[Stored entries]
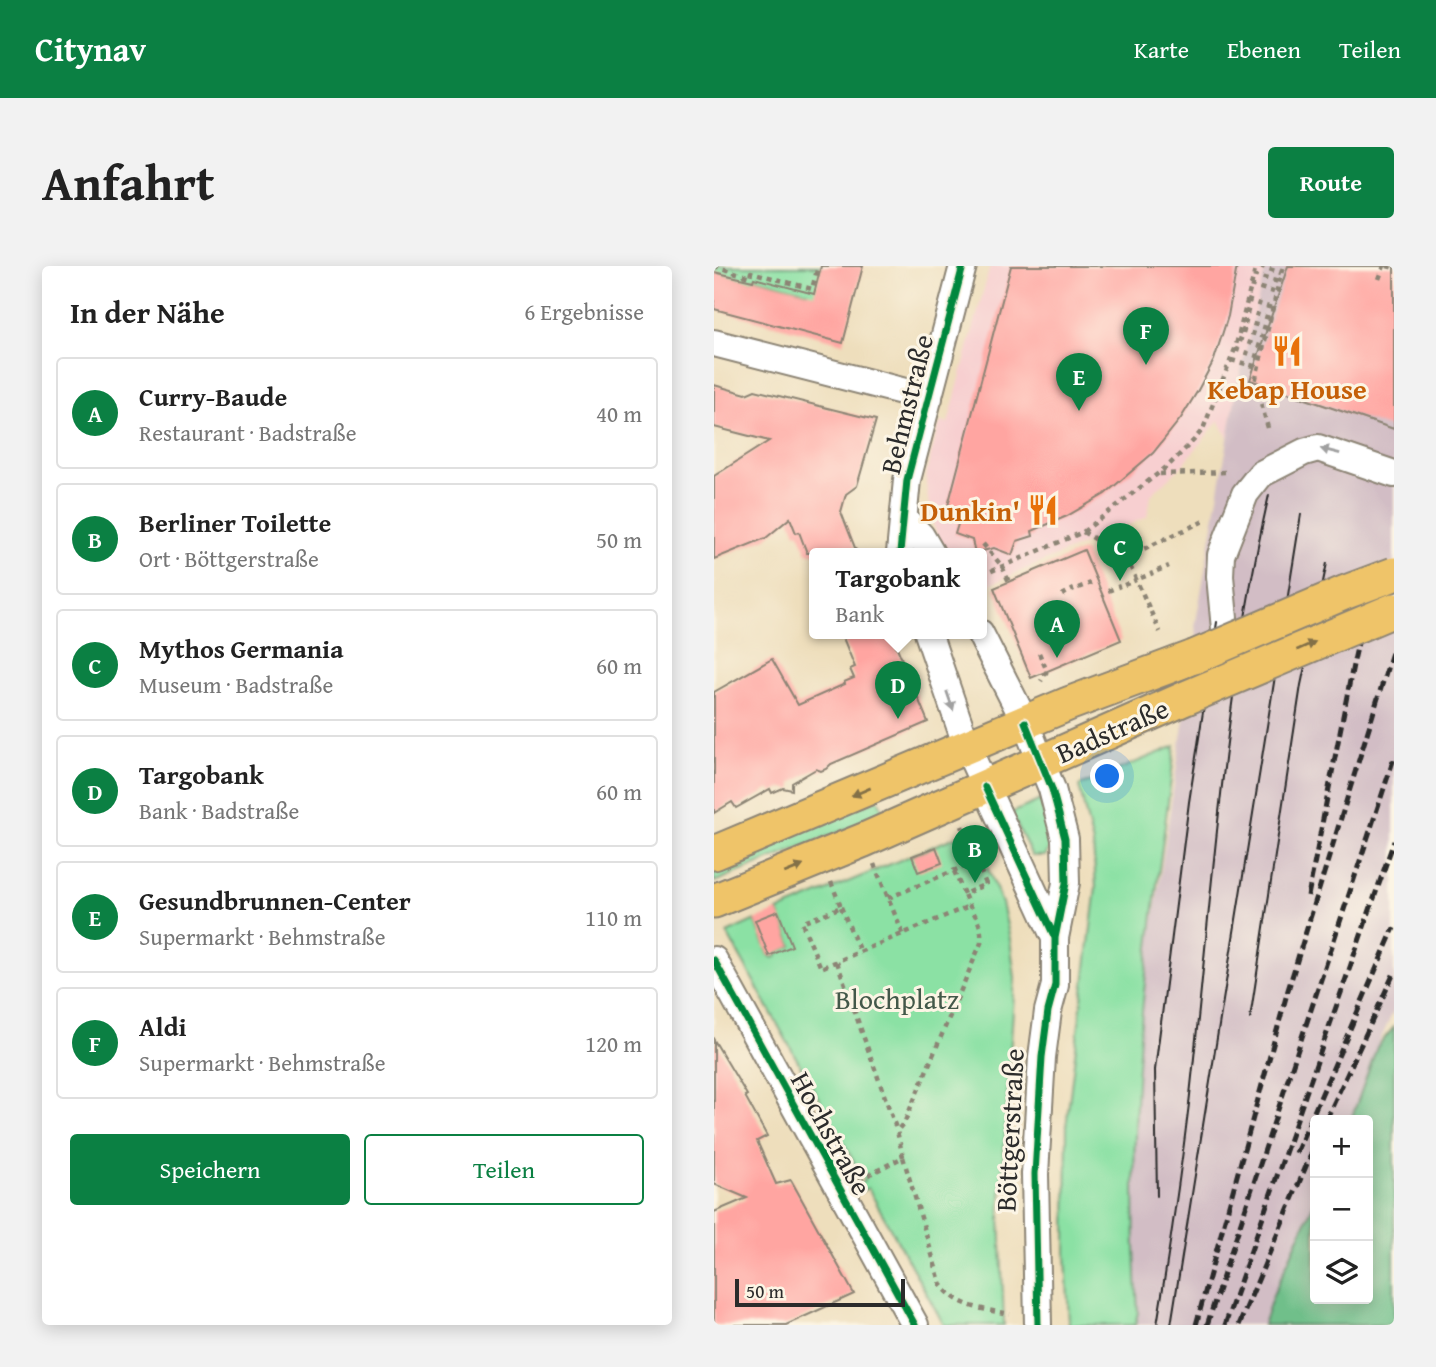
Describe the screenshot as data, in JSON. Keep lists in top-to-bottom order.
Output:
{
  "streets": {
    "main road": ["Badstraße"],
    "street": ["Behmstraße", "Böttgerstraße", "Hochstraße"]
  },
  "crossings": [
    ["Badstraße", "Böttgerstraße"]
  ],
  "parks": ["Blochplatz"],
  "places": {
    "restaurant": ["Kebap House", "Dunkin'"]
  },
  "scale_bar": "50 m",
  "page": {
    "header": "Citynav",
    "nav": ["Karte", "Ebenen", "Teilen"],
    "title": "Anfahrt",
    "buttons": [
      "Route",
      ["Speichern", "Teilen"]
    ],
    "heading": ["In der Nähe", "6 Ergebnisse"],
    "pins": [
      "F",
      "E",
      "C",
      "A",
      "D",
      "B"
    ],
    "list": [
      {
        "mark": "A",
        "name": "Curry-Baude",
        "note": "Restaurant · Badstraße",
        "value": "40 m"
      },
      {
        "mark": "B",
        "name": "Berliner Toilette",
        "note": "Ort · Böttgerstraße",
        "value": "50 m"
      },
      {
        "mark": "C",
        "name": "Mythos Germania",
        "note": "Museum · Badstraße",
        "value": "60 m"
      },
      {
        "mark": "D",
        "name": "Targobank",
        "note": "Bank · Badstraße",
        "value": "60 m"
      },
      {
        "mark": "E",
        "name": "Gesundbrunnen-Center",
        "note": "Supermarkt · Behmstraße",
        "value": "110 m"
      },
      {
        "mark": "F",
        "name": "Aldi",
        "note": "Supermarkt · Behmstraße",
        "value": "120 m"
      }
    ],
    "popup": ["Targobank", "Bank"],
    "map_buttons": ["+", "−"],
    "scale": "50 m"
  }
}
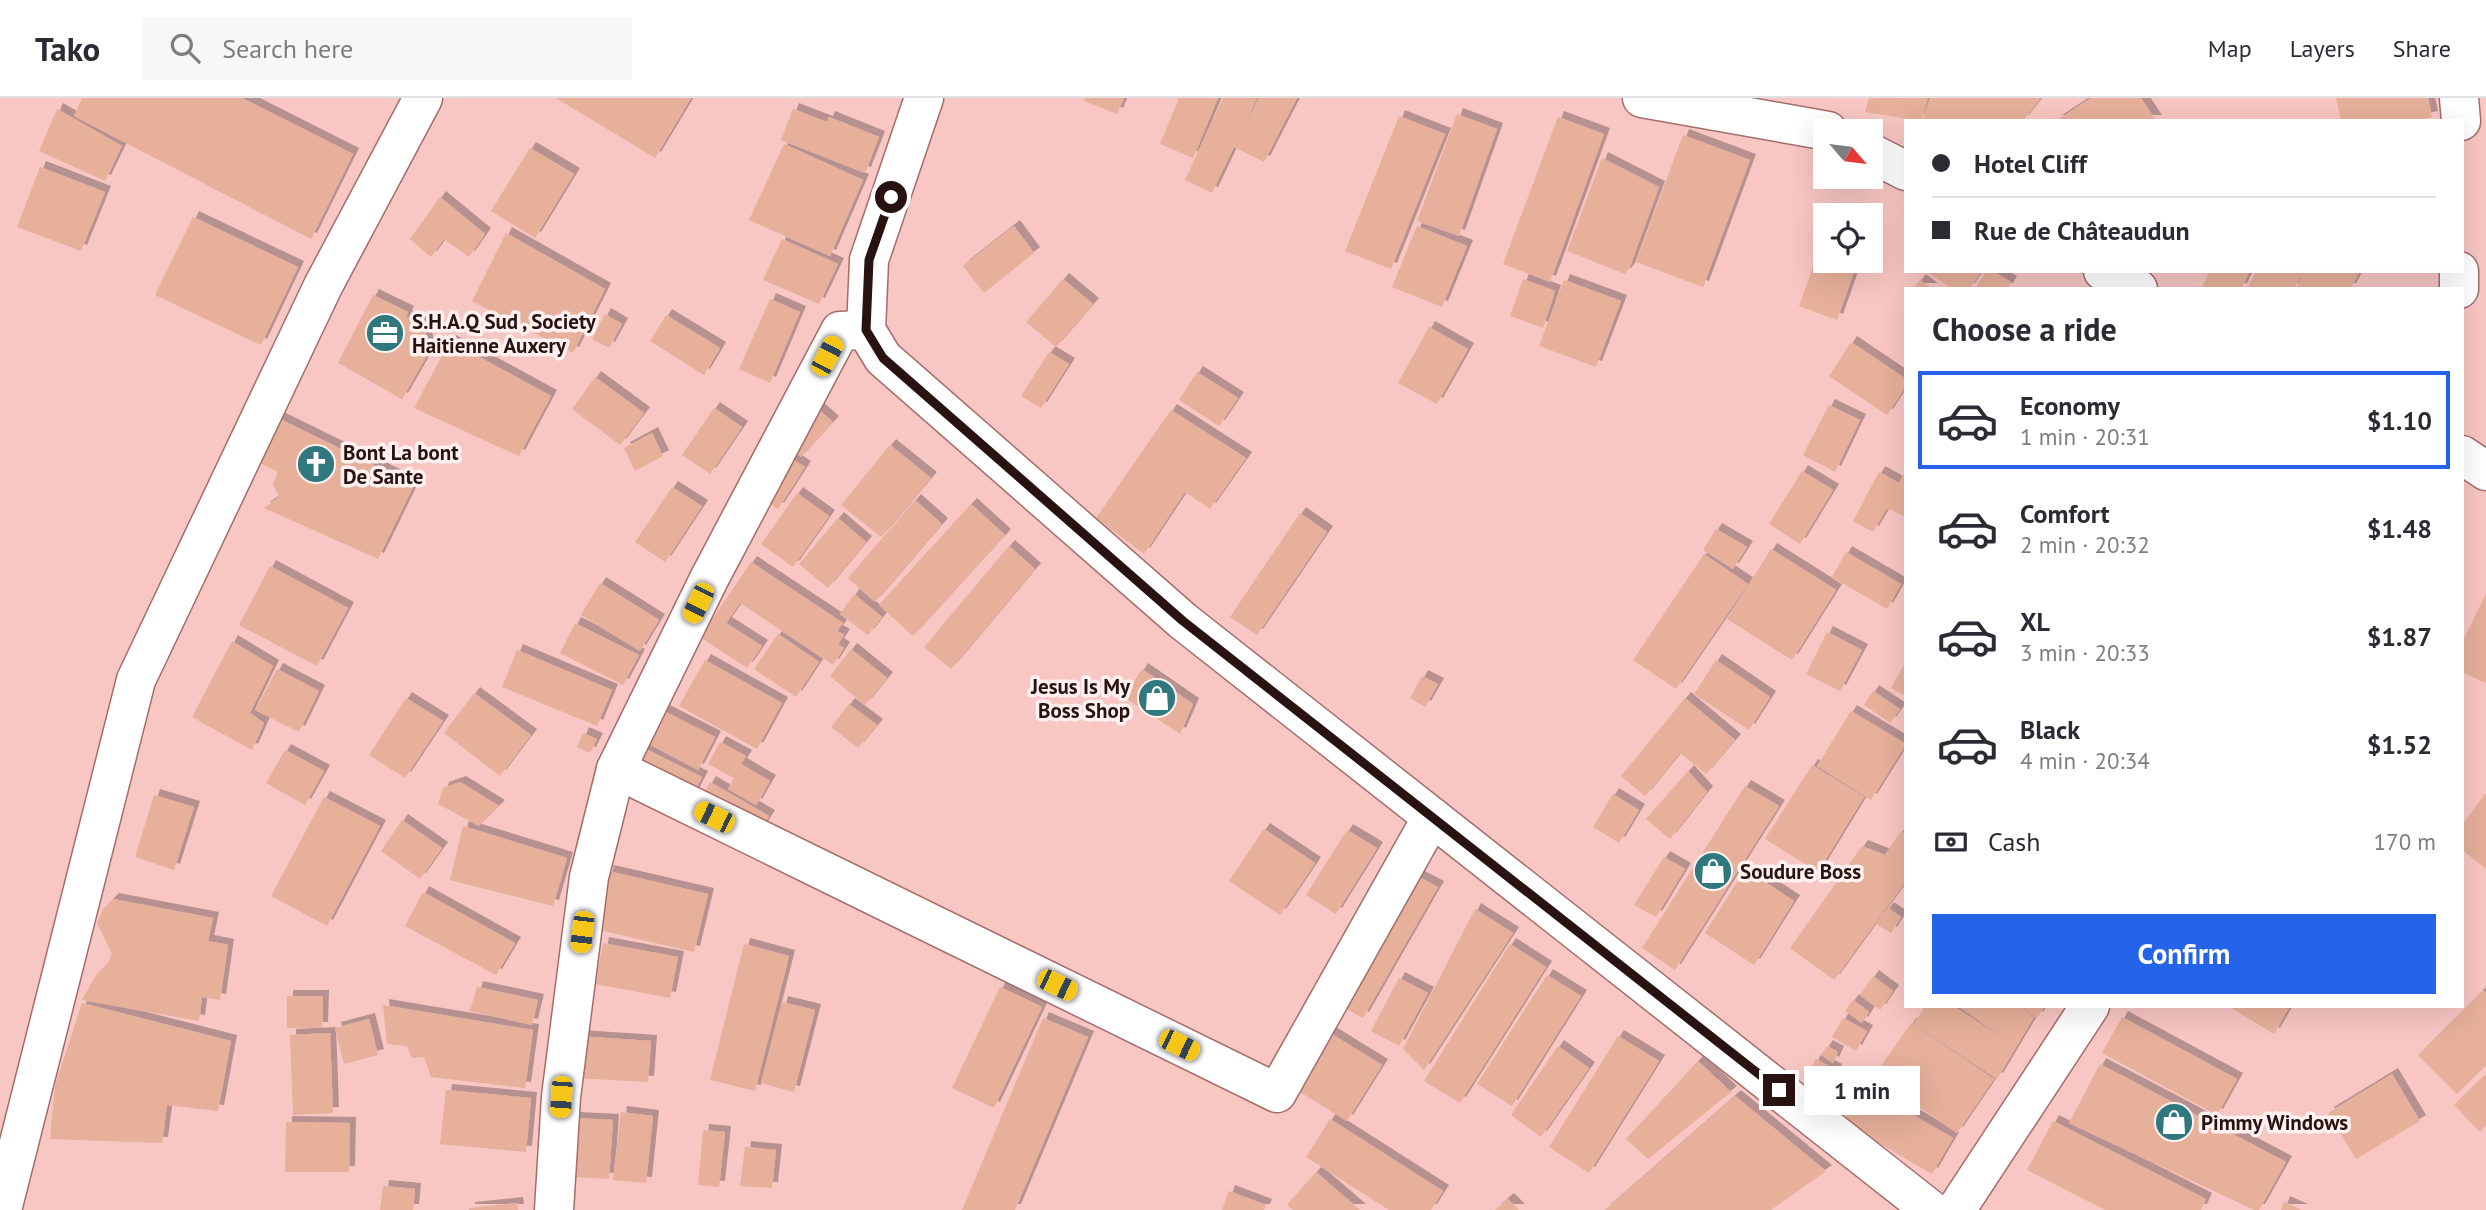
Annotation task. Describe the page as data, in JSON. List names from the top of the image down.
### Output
{
  "places": {
    "office": ["S.H.A.Q Sud , Society Haitienne Auxery"],
    "church": ["Bont La bont De Sante"],
    "shop": ["Jesus Is My Boss Shop", "Soudure Boss", "Pimmy Windows"]
  },
  "north": "bottom right",
  "page": {
    "header": "Tako",
    "search": "Search here",
    "nav": ["Map", "Layers", "Share"],
    "banner": ["Hotel Cliff", "Rue de Châteaudun"],
    "heading": "Choose a ride",
    "list": [
      {
        "name": "Economy",
        "note": "1 min · 20:31",
        "value": "$1.10"
      },
      {
        "name": "Comfort",
        "note": "2 min · 20:32",
        "value": "$1.48"
      },
      {
        "name": "XL",
        "note": "3 min · 20:33",
        "value": "$1.87"
      },
      {
        "name": "Black",
        "note": "4 min · 20:34",
        "value": "$1.52"
      }
    ],
    "pay": ["Cash", "170 m"],
    "buttons": "Confirm",
    "bubble": "1 min"
  }
}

What you should do:
Give the preceding data back exactly, minus every picture.

Exercise result:
Describe the screenshot as data, in JSON. Keep lists in top-to-bottom order.
Output:
{
  "streets": {
    "main road": ["Badstraße"],
    "street": ["Behmstraße", "Böttgerstraße", "Hochstraße"]
  },
  "crossings": [
    ["Badstraße", "Böttgerstraße"]
  ],
  "parks": ["Blochplatz"],
  "places": {
    "restaurant": ["Kebap House", "Dunkin'"]
  },
  "scale_bar": "50 m",
  "page": {
    "header": "Citynav",
    "nav": ["Karte", "Ebenen", "Teilen"],
    "title": "Anfahrt",
    "buttons": [
      "Route",
      ["Speichern", "Teilen"]
    ],
    "heading": ["In der Nähe", "6 Ergebnisse"],
    "pins": [
      "F",
      "E",
      "C",
      "A",
      "D",
      "B"
    ],
    "list": [
      {
        "mark": "A",
        "name": "Curry-Baude",
        "note": "Restaurant · Badstraße",
        "value": "40 m"
      },
      {
        "mark": "B",
        "name": "Berliner Toilette",
        "note": "Ort · Böttgerstraße",
        "value": "50 m"
      },
      {
        "mark": "C",
        "name": "Mythos Germania",
        "note": "Museum · Badstraße",
        "value": "60 m"
      },
      {
        "mark": "D",
        "name": "Targobank",
        "note": "Bank · Badstraße",
        "value": "60 m"
      },
      {
        "mark": "E",
        "name": "Gesundbrunnen-Center",
        "note": "Supermarkt · Behmstraße",
        "value": "110 m"
      },
      {
        "mark": "F",
        "name": "Aldi",
        "note": "Supermarkt · Behmstraße",
        "value": "120 m"
      }
    ],
    "popup": ["Targobank", "Bank"],
    "map_buttons": ["+", "−"],
    "scale": "50 m"
  }
}
Annotation task. Describe the page as data, in JSON. List names from the top of the image down.
### Output
{
  "places": {
    "office": ["S.H.A.Q Sud , Society Haitienne Auxery"],
    "church": ["Bont La bont De Sante"],
    "shop": ["Jesus Is My Boss Shop", "Soudure Boss", "Pimmy Windows"]
  },
  "north": "bottom right",
  "page": {
    "header": "Tako",
    "search": "Search here",
    "nav": ["Map", "Layers", "Share"],
    "banner": ["Hotel Cliff", "Rue de Châteaudun"],
    "heading": "Choose a ride",
    "list": [
      {
        "name": "Economy",
        "note": "1 min · 20:31",
        "value": "$1.10"
      },
      {
        "name": "Comfort",
        "note": "2 min · 20:32",
        "value": "$1.48"
      },
      {
        "name": "XL",
        "note": "3 min · 20:33",
        "value": "$1.87"
      },
      {
        "name": "Black",
        "note": "4 min · 20:34",
        "value": "$1.52"
      }
    ],
    "pay": ["Cash", "170 m"],
    "buttons": "Confirm",
    "bubble": "1 min"
  }
}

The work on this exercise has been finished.